Nosso problema é incompetência
|
|
GREAT SMOKY - O Great Smoky Mountains National Park (parque nacional) recebeu 9.289.215 visitantes. |
|
|
|
|
ITATIAIA - O Parque Nacional do Itatiaia, o mais antigo do Brasil e ícone em esportes de aventura, no coração da região mais populosa e rica do país, recebeu, em 2009, o recorde de 100.454 visitantes. |
|
|
|
|
TORRES DEL PAINE - o isolado Parque Nacional de Torres del Paine, na Patagônia chilena, estruturado para visitação por apenas cinco meses ao ano, recebeu 123.570 turistas e apresentou um decréscimo de 2,27% em relação ao ano anterior. |
|
|
Nossos parques nacionais, por exemplo, são cheios de restrições ao uso público, quase sempre proibidos para acampamentos, trekking ou escalada, mas, ao mesmo tempo, sem fiscalização competente contra pescadores e caçadores ilegais, grileiros, palmiteiros, mineradores clandestinos e afins. Orquídeas e onças em extinção são mais comuns neles do que guarda-parques. Enquanto que, em 2006 nos Estados Unidos, o Blue Ridge Parkway (estrada parque) recebeu 18.953.478 visitantes, a Golden Gate National Recreation Area (área nacional de recreação) recebeu 13.486.824 visitantes e o Great Smoky Mountains National Park (parque nacional) recebeu 9.289.215 visitantes, no Brasil, o parque nacional mais visitado em um período de um ano, de abril de 2008 a abril de 2009, foi o Parque Nacional da Tijuca, dentro no perímetro urbano do Rio de Janeiro e com o Cristo Redentor como principal atração. O Parque Nacional do Itatiaia, o mais antigo do Brasil e ícone em esportes de aventura, no coração da região mais populosa e rica do país, recebeu, em 2009, o recorde de 100.454 visitantes. Mais ou menos no mesmo período, o isolado Parque Nacional de Torres del Paine, na Patagônia chilena, estruturado para visitação por apenas cinco meses ao ano, recebeu 123.570 turistas e apresentou um decréscimo de 2,27% em relação ao ano anterior.
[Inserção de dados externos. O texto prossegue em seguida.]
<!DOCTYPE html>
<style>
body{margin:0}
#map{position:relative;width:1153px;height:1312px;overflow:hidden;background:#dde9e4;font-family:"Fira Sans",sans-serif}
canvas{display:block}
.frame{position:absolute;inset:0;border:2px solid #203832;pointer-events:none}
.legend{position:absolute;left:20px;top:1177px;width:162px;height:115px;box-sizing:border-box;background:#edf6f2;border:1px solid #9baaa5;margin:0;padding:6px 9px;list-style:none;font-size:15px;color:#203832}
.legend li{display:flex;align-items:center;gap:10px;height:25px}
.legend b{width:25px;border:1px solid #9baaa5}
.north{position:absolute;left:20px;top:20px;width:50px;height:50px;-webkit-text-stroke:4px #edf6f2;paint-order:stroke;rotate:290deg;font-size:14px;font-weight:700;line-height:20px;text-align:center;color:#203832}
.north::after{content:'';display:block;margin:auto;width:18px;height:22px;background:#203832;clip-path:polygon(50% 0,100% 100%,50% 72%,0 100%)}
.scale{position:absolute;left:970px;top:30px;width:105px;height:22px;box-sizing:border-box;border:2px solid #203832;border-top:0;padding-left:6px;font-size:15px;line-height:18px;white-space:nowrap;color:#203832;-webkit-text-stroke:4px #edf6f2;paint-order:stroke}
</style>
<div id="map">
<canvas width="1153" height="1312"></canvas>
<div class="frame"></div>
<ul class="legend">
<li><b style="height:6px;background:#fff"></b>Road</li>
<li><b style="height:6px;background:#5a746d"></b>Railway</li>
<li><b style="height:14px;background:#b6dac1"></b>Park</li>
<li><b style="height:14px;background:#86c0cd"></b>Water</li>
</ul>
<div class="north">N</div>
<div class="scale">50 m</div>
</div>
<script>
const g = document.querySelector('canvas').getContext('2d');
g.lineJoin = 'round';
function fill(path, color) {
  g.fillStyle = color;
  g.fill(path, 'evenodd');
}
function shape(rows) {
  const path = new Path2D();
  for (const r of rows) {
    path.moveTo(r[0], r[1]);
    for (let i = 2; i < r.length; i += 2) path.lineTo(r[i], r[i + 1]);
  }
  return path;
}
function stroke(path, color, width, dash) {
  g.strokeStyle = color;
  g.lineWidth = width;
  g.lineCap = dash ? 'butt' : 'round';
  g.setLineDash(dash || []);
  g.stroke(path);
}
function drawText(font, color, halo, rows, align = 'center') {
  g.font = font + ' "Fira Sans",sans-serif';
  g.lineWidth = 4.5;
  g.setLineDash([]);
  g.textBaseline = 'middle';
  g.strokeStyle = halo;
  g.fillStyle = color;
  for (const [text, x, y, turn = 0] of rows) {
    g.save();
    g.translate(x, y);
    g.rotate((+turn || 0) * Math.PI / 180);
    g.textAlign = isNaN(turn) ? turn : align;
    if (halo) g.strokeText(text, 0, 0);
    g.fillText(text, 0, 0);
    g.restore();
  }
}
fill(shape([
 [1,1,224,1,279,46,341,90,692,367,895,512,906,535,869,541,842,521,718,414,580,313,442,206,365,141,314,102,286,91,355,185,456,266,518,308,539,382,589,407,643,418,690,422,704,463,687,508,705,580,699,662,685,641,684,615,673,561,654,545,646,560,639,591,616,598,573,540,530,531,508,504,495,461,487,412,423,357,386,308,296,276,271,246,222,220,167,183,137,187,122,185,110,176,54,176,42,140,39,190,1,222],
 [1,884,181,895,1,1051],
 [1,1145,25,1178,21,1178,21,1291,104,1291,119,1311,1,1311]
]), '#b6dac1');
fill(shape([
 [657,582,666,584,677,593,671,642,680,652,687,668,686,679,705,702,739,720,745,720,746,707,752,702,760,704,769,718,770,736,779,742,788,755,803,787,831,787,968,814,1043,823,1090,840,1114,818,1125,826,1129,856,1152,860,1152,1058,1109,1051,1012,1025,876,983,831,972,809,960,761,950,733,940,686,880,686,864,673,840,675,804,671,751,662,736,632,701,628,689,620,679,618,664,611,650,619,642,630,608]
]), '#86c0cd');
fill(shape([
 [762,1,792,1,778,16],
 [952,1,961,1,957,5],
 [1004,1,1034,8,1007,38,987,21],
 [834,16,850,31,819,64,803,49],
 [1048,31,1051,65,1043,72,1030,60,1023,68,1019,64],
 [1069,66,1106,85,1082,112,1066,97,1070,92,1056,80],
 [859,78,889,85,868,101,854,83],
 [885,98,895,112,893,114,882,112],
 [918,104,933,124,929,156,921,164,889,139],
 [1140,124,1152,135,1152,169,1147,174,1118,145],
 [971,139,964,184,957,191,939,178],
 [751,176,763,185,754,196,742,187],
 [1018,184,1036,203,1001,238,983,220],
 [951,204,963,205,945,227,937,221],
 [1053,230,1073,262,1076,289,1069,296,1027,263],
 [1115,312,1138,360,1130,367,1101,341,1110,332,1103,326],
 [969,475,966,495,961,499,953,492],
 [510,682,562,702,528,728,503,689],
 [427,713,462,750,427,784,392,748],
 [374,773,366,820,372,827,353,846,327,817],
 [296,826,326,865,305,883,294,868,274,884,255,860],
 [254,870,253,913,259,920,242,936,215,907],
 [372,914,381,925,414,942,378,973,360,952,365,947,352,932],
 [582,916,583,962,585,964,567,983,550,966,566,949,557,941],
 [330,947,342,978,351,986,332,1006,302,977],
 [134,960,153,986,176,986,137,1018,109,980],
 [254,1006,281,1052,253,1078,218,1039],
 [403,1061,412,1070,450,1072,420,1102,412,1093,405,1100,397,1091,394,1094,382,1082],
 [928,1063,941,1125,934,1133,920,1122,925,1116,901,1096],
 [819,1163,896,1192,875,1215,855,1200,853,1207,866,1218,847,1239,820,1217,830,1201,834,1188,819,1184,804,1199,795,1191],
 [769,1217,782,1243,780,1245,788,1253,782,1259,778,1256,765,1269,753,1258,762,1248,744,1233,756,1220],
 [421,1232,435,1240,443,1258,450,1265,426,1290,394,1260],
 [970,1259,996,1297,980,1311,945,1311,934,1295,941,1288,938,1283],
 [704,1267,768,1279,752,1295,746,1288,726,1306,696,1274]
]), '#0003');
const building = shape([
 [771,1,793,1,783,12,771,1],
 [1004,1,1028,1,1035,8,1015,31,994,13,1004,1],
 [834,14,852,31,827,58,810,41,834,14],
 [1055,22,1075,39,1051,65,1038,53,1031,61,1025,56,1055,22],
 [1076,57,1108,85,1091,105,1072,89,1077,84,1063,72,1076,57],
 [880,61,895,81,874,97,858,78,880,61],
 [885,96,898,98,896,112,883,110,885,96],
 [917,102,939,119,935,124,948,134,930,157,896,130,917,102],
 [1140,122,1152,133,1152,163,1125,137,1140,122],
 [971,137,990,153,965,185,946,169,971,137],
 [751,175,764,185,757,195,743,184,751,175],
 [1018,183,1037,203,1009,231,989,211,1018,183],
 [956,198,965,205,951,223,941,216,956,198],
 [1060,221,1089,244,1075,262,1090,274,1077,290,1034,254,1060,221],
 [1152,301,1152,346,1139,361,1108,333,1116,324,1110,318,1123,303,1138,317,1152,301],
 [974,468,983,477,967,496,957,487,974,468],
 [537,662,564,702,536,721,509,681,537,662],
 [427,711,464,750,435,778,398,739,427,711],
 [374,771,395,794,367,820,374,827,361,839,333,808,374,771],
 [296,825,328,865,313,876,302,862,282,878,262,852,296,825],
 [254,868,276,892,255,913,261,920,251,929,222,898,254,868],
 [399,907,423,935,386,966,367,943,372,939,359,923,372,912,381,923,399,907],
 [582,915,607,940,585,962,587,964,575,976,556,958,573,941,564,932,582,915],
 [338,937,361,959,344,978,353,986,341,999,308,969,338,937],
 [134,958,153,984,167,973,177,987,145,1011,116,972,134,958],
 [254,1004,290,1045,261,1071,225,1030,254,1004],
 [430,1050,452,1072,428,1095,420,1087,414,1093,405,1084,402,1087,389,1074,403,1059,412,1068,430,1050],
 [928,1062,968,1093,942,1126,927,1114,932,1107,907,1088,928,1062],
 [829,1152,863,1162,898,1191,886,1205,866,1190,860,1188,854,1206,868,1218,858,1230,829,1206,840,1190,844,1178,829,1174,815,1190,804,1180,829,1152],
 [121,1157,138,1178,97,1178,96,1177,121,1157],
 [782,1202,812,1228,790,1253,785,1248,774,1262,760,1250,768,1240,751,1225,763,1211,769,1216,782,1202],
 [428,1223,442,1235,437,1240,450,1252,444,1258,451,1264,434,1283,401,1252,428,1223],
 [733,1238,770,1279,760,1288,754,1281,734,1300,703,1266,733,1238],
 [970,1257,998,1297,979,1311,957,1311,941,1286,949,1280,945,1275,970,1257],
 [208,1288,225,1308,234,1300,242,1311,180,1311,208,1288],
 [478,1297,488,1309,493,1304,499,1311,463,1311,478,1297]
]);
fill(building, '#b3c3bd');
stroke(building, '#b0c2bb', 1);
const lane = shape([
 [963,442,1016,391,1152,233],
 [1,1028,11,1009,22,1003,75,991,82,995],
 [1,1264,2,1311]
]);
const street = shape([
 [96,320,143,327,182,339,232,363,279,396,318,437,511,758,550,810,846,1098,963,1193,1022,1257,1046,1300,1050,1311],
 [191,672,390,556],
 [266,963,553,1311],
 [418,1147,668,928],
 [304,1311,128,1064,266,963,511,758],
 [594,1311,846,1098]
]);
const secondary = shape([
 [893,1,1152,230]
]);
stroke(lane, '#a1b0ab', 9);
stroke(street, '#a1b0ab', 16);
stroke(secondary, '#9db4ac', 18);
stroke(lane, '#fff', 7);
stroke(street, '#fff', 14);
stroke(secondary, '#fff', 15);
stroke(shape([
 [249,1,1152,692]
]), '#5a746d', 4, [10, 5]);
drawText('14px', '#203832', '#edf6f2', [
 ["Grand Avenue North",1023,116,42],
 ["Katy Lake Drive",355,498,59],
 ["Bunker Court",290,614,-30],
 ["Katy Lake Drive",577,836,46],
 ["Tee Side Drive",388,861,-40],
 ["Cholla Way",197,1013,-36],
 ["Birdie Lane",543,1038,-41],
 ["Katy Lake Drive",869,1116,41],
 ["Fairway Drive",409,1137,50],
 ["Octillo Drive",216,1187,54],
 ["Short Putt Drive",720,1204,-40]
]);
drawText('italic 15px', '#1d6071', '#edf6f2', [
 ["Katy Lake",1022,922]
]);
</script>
O turismo internacional de aventura funciona a partir de roteiros conceitualmente bem estruturados e muito bem divulgados. Enquanto nós brasileiros não despertarmos para essa realidade, continuaremos fora do mapa. Roteiros apropriados ao turismo internacional de aventura exigem determinadas características como, por exemplo, preservação ambiental, contato estreito com a natureza, segurança, sistemas eficientes de resgate, restrição a veículos motorizados, roteiros bem indicados (jamais agressivamente sinalizados), etc.
Pensando nisso, decidi, em 2010, mapear a Serra da Mantiqueira – um das referências nacionais para mountain bike. Desenhei, mapeei e publiquei no Guia de Trilhas cicloMANTIQUEIRA, um roteiro de 1.168 km de trilhas consecutivas em 30 dias sugeridos de pedal, conectando Extrema a Ibitipoca, ida e volta por caminhos diferentes. Agora estou mapeando um roteiro ainda maior, com pelo menos 31 dias de duração, ligando Blumenau (SC) a Gramado (RS), que será publicado em dezembro no Guia de Trilhas Serra Geral (Blugrama). A intenção por trás desses dois guias é criar roteiros nacionais em condições de competir, de igual para igual, com, por exemplo, a Carretera Austral na Patagônia chilena (mapeada e publicada por mim no Guia de Trilhas Carretera Austral, o Caminho de Santiago de Compostela, o Transalp, o Transrockies e outros tantos roteiros internacionais de turismo aventura.